Exercise instructions:
Every entry below is to be returned unchanged. Images are not part of the copy.

--- Records for the task ---

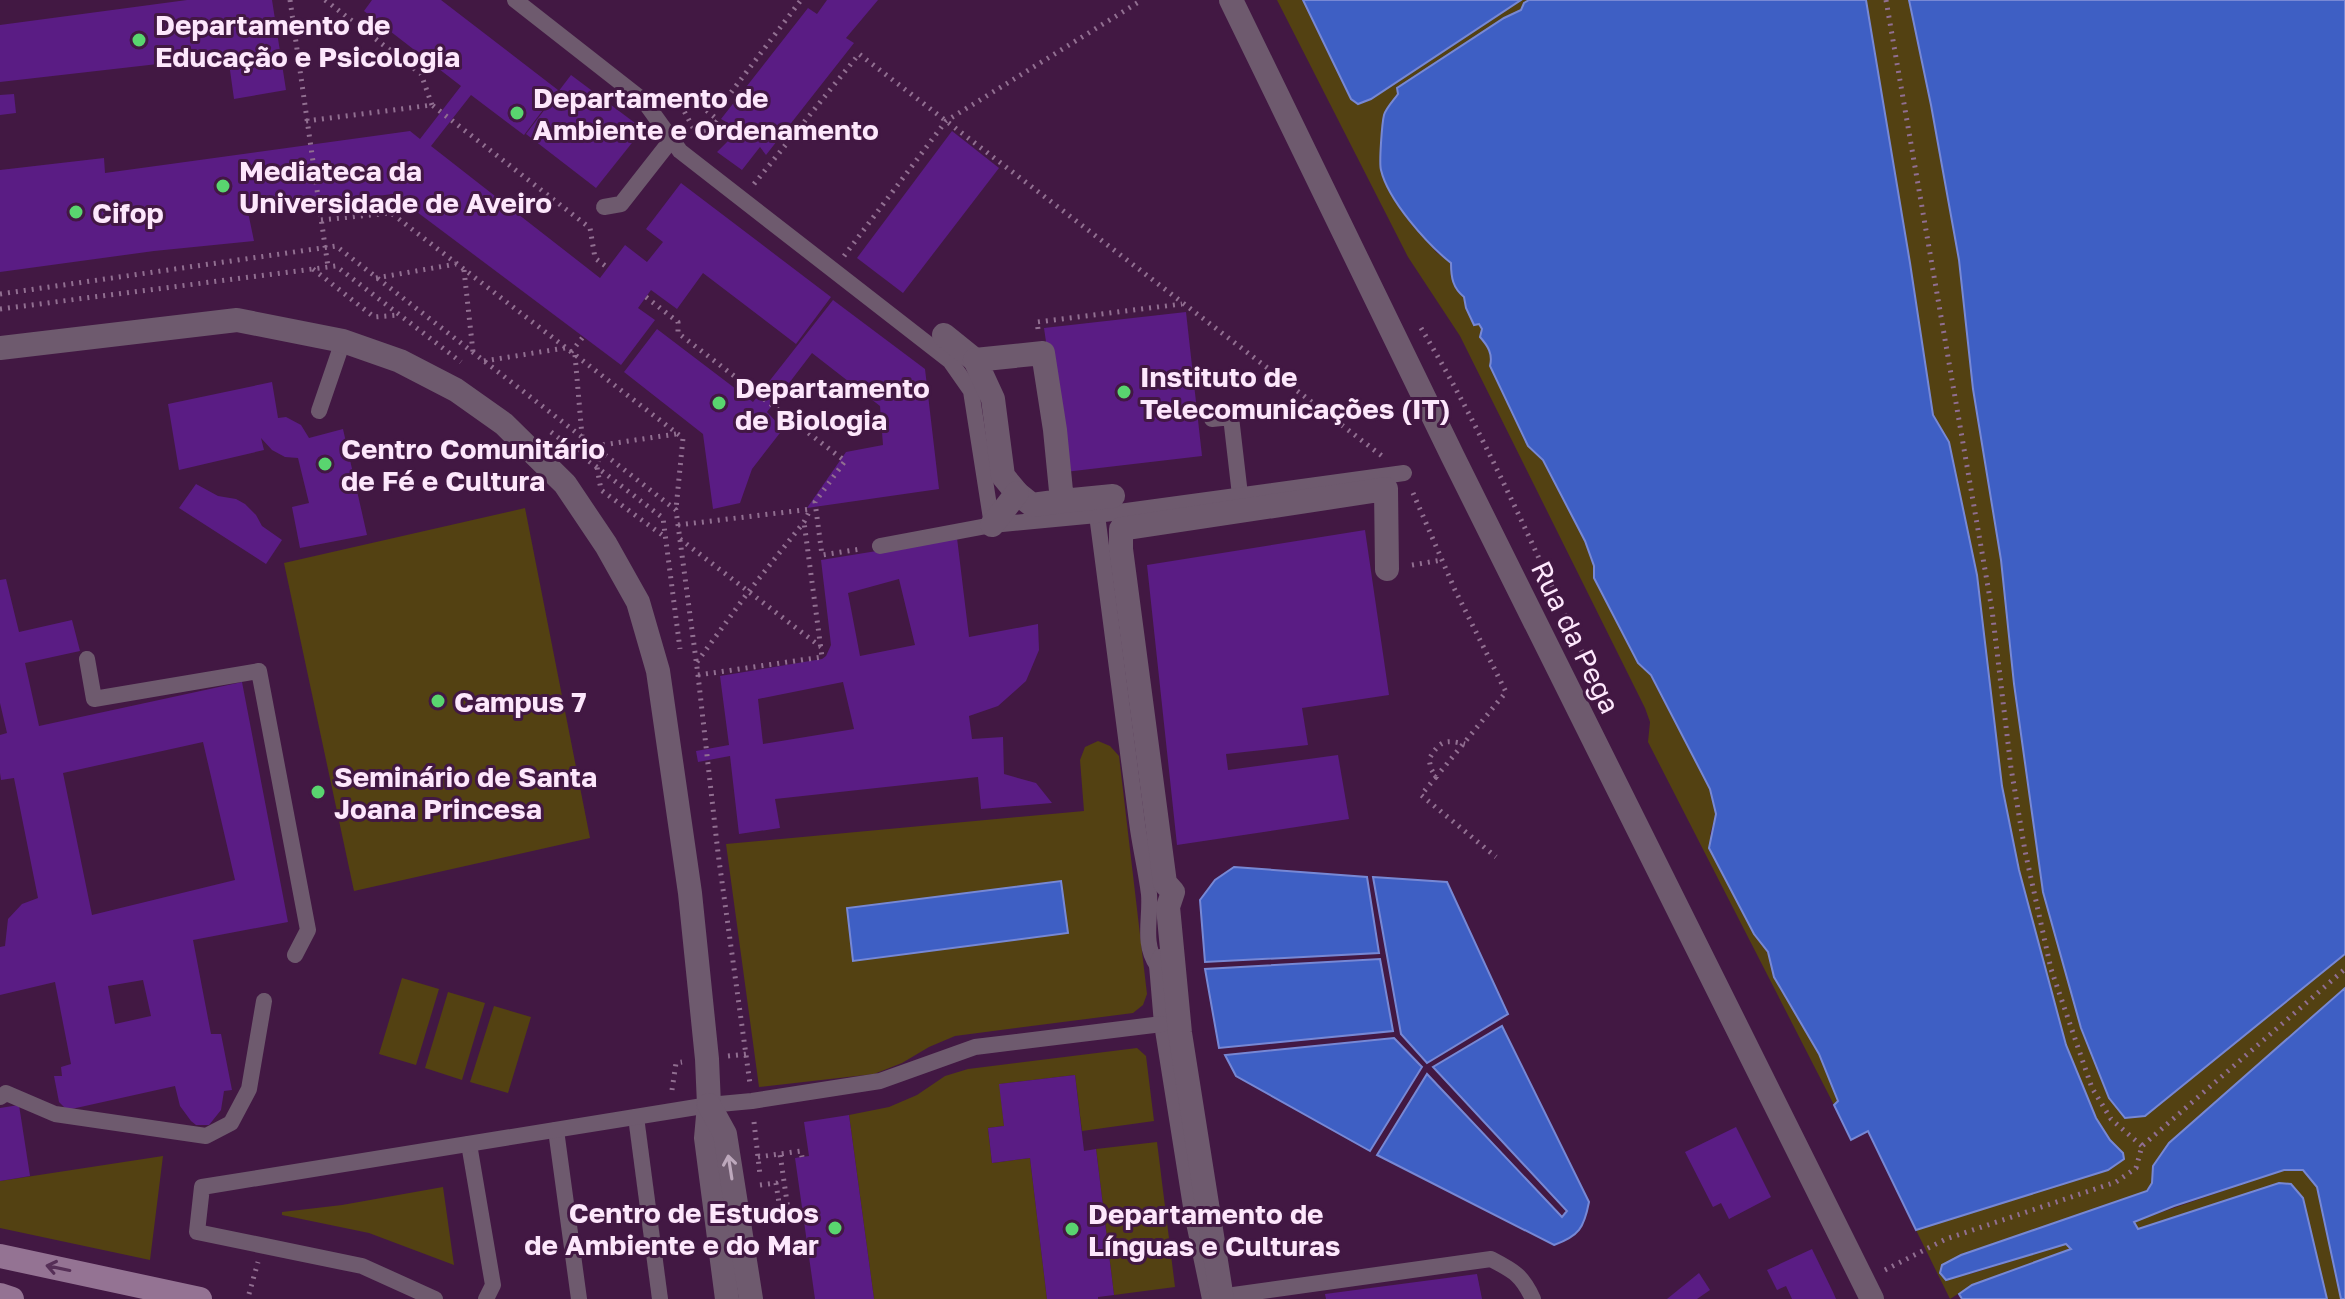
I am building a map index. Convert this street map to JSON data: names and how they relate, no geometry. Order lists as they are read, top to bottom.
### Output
{
  "streets": {
    "street": ["Rua da Pega"]
  },
  "places": [
    "Departamento de Educação e Psicologia",
    "Departamento de Ambiente e Ordenamento",
    "Mediateca da Universidade de Aveiro",
    "Cifop",
    "Instituto de Telecomunicações (IT)",
    "Departamento de Biologia",
    "Centro Comunitário de Fé e Cultura",
    "Campus 7",
    "Seminário de Santa Joana Princesa",
    "Centro de Estudos de Ambiente e do Mar",
    "Departamento de Línguas e Culturas"
  ]
}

---

Exercise solution:
I am building a map index. Convert this street map to JSON data: names and how they relate, no geometry. Order lists as they are read, top to bottom.
### Output
{
  "streets": {
    "street": ["Rua da Pega"]
  },
  "places": [
    "Departamento de Educação e Psicologia",
    "Departamento de Ambiente e Ordenamento",
    "Mediateca da Universidade de Aveiro",
    "Cifop",
    "Instituto de Telecomunicações (IT)",
    "Departamento de Biologia",
    "Centro Comunitário de Fé e Cultura",
    "Campus 7",
    "Seminário de Santa Joana Princesa",
    "Centro de Estudos de Ambiente e do Mar",
    "Departamento de Línguas e Culturas"
  ]
}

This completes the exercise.